Grand Rabbi Avraham Yissochor Englard of Radzin (אברהם יששכור אנגלרד) was a scion of Radomsk and the Chief Rabbi of Sosnowiec.

==Chief Rabbi of Sosnowiec==
After surviving the Holocaust, Englard returned to Sosnowiec Poland where he served as Chief Rabbi for several years.

==Scion of Radomsk==
Englard's mother Esther Frimet was a daughter of Rabbi Nosson Nachum Rabinowicz (the Krimilover Rebbe), who a son of the 2nd Radomsker Rebbe - Avraham Yissachar Dov Rabinowicz and a grandson of the 1st Radomsker Rebbe - Shlomo Rabinowicz.

After emigrating to the United States, he was instrumental in founding the Radomsker Kehilla in Boro Park and would conduct a tish there on many occasions.

==Radziner Rebbe==
Englard (by his first marriage) was the son-in-law of Tiferes Yosef and brother-in-law of Grand Rabbi Shmuel Shlomo Leiner of Radzin.
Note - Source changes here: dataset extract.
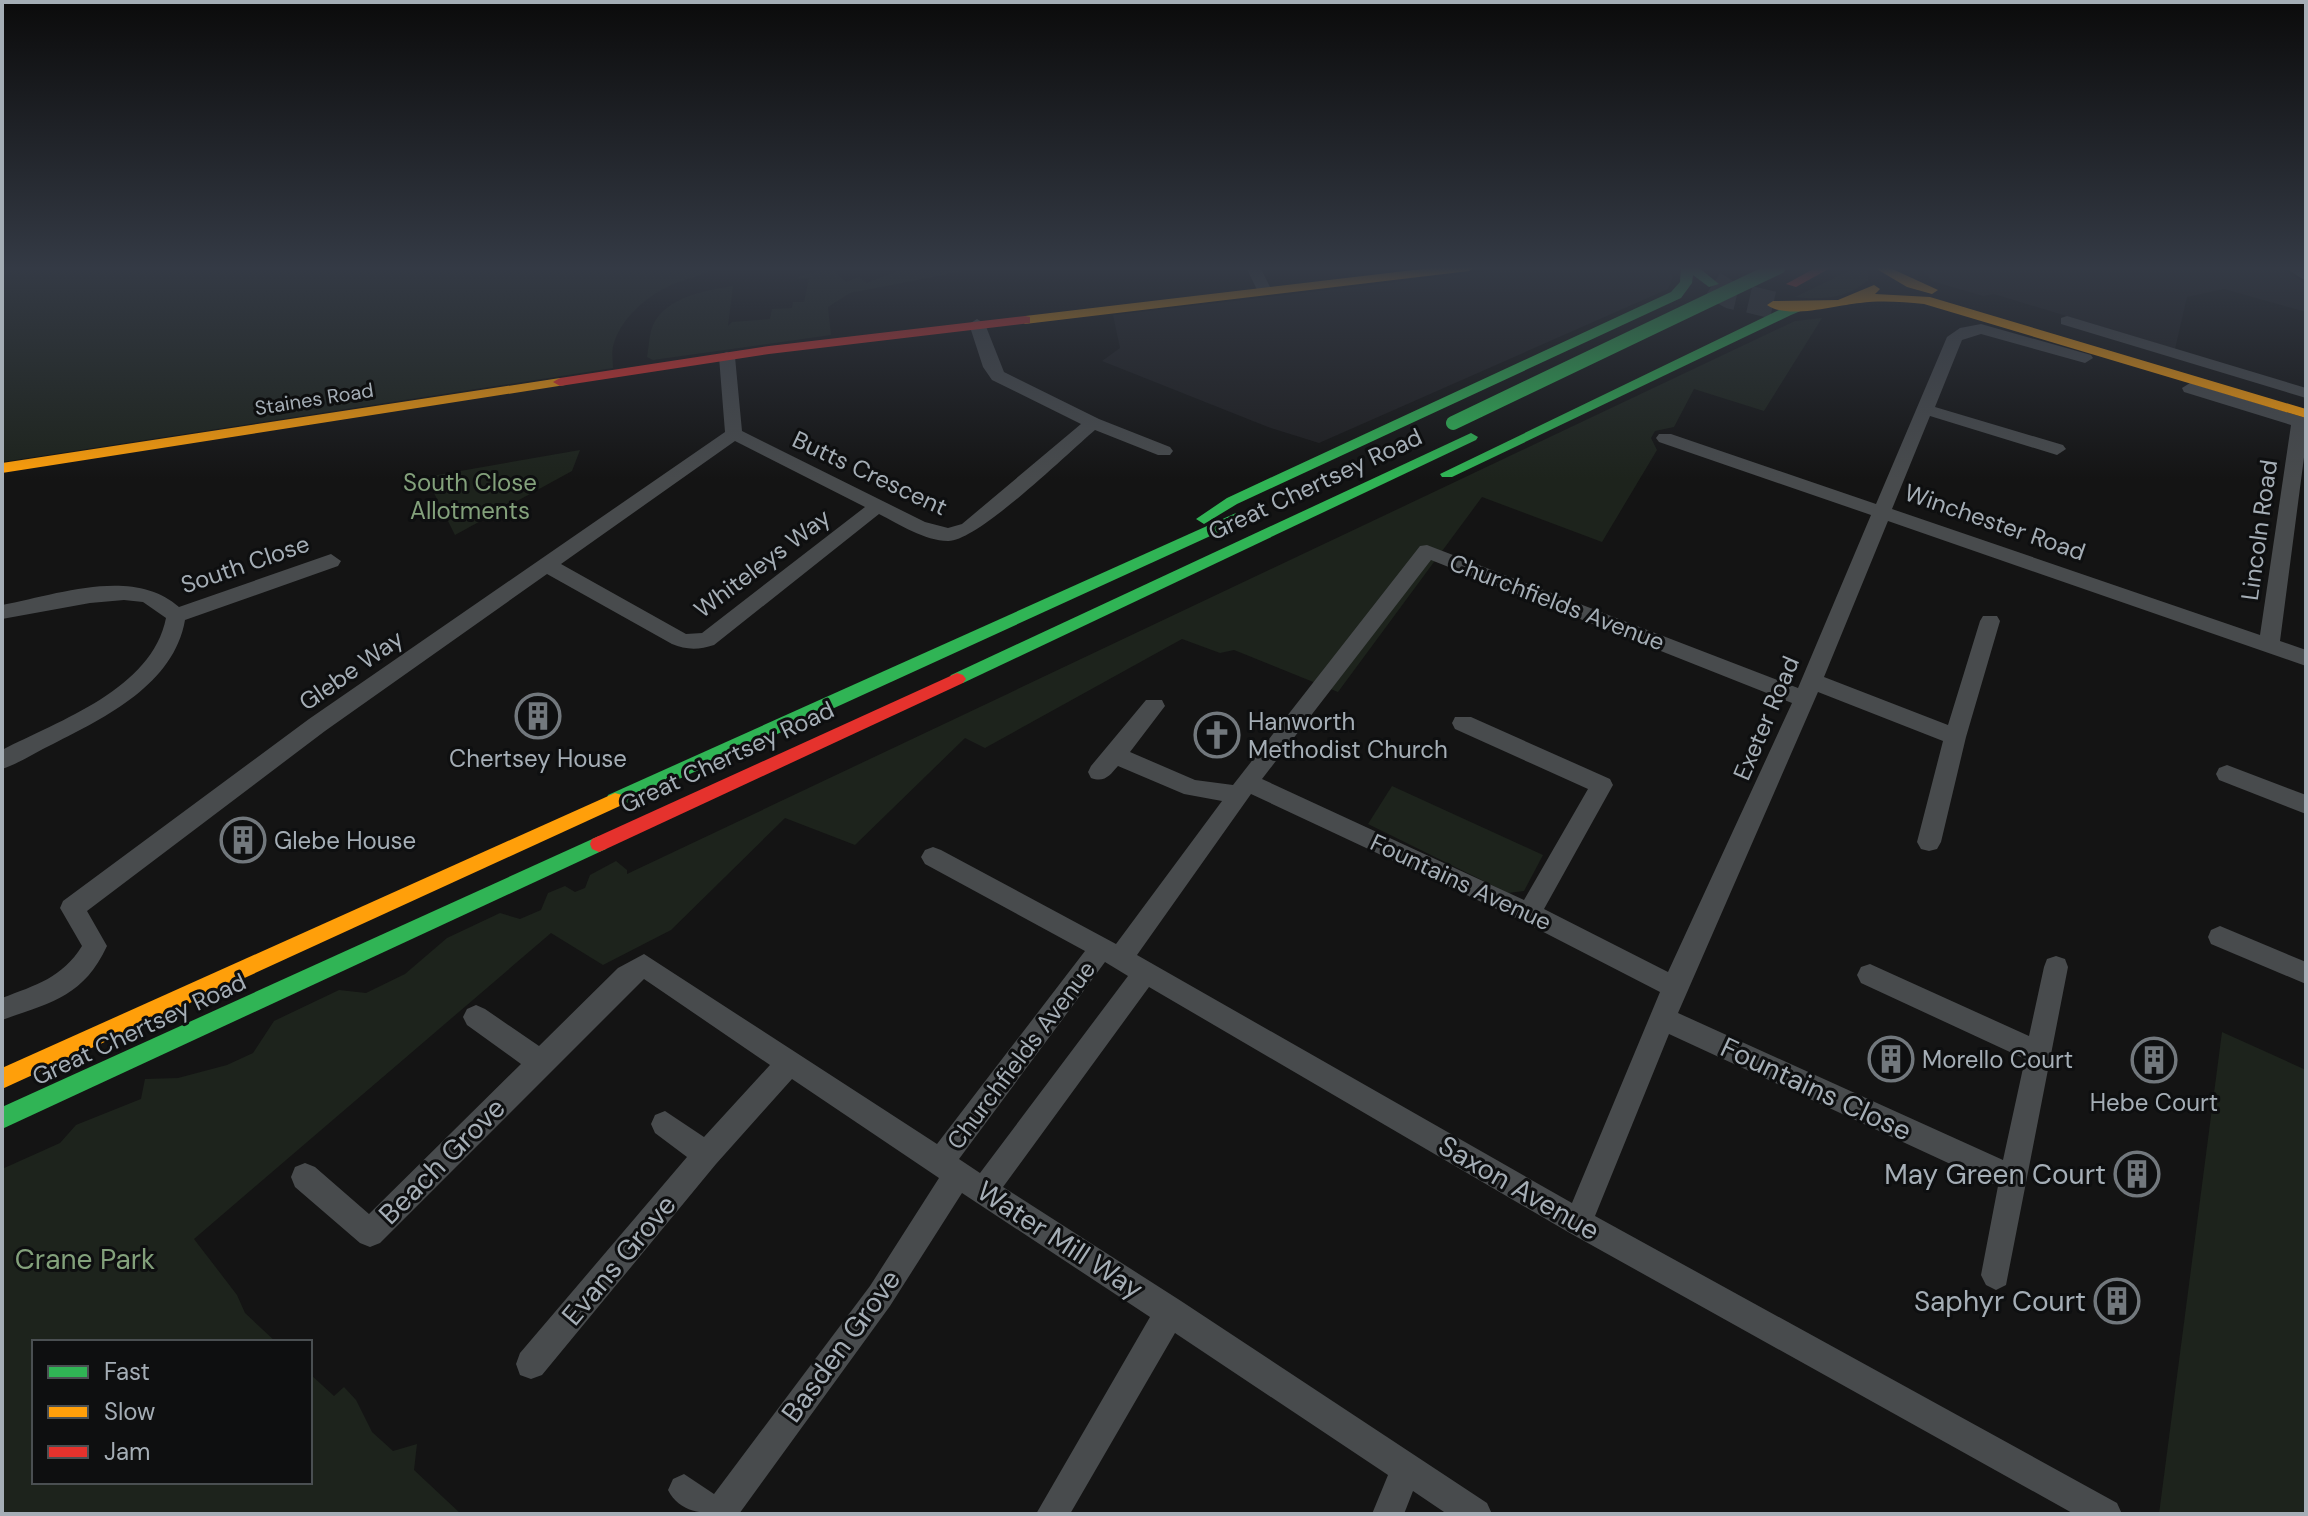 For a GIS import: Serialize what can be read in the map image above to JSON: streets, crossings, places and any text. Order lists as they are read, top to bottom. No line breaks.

After the Holocaust he was crowned as successor of the Izhbitza-Radziner Dynasty in Eretz Yisroel by most of the descendants of the Izhbitza-Radzin family, and by Radziner Hasidim in Eretz Yisroel and worldwide. [Radziner Chasidim did so in accordance with the final parting words of the previous rebbe, Grand Rabbi Shmuel Shlomo Leiner of Radzin, before he was killed al Kiddush Hashem]. Under his leadership, the Izhbitzer-Radziner Dynasty rebuilt itself, with the Center of Radziner Institutions being established in Bnei Brak. The Rebbe also established Radziner Shuls (known as Shtieblech) in many cities where Radziner Hassidim were concentrated. This includes Jerusalem, Haifa, Netanya, Tel Aviv, Holon and Petah Tikva. The Rebbe also established the Radziner Yeshiva Sod Y'sharim in Jerusalem, the Radziner Yeshiva Ateres Shlomo in Bnei Brak, the Radziner Yeshiva Tiferes Yosef in Bnei Brak, with many Kollelim located in Jerusalem, Bnei Brak, and Haifa.

==Death==
Englard died on 20 Tishrei 5766 (2005) and is buried in the Rabbinical section (Chelkas HoRabbanim) of Har HaMenuchos, Jerusalem.

==Family==

• Englard's eldest son, Rabbi Yeshayahu Englard was one of the Rabbonim of the Radomsker Shul in Brooklyn, he died during the COVID-19 pandemic.

• Englard's middle son, Rabbi Yitzchok Englard is the one who is responsible for making Radziner Techeiles.

• Englard's youngest son, Rabbi Shlomo Englard is the current Radziner Rebbe.

• Englard's eldest grandson Rabbi Nosson Nochum Englard (a son of Rabbi Yeshayahu) is the Radzin-Yerushalayim Rebbe.